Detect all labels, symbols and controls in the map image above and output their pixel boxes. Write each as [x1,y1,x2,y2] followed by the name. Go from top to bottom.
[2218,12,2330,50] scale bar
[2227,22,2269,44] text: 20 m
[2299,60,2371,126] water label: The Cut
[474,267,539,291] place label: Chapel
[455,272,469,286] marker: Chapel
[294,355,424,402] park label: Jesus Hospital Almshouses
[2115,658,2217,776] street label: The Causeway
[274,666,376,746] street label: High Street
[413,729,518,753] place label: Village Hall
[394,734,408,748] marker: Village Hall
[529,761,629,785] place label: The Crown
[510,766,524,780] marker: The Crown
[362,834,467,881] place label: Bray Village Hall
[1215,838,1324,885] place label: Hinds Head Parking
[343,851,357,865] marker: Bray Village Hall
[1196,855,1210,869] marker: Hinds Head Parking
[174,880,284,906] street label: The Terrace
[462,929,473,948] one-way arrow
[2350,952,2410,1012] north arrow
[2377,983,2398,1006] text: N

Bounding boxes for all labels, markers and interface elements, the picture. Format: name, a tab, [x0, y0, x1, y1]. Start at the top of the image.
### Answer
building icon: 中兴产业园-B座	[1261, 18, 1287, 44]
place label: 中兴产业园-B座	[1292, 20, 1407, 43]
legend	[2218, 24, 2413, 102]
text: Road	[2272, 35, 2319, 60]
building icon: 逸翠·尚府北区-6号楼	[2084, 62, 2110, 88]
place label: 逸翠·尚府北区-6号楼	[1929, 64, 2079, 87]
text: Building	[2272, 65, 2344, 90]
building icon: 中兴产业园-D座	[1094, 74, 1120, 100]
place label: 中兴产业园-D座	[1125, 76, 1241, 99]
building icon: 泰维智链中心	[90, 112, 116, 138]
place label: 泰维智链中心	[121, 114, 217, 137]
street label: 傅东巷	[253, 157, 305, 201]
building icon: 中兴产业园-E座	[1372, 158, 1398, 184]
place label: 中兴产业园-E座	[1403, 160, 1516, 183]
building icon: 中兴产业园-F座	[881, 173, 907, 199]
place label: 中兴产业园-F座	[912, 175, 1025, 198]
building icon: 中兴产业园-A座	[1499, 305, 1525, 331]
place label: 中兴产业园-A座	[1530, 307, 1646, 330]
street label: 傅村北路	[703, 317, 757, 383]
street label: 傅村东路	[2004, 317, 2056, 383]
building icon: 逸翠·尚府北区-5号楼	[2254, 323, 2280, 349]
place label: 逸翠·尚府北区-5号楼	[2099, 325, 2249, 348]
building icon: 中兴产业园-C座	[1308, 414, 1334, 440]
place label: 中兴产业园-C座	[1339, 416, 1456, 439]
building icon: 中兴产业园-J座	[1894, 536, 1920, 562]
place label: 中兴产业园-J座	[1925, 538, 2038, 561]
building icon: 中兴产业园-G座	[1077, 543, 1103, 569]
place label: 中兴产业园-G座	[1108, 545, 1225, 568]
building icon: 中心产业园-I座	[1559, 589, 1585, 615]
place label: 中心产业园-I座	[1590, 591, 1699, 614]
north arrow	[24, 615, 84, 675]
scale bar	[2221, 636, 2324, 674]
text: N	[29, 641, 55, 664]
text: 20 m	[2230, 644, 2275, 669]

§

_Task objective_
If a line above holds the string "Village", copy it out.

_The completed task_
[413,729,518,753] place label: Village Hall
[394,734,408,748] marker: Village Hall
[362,834,467,881] place label: Bray Village Hall
[343,851,357,865] marker: Bray Village Hall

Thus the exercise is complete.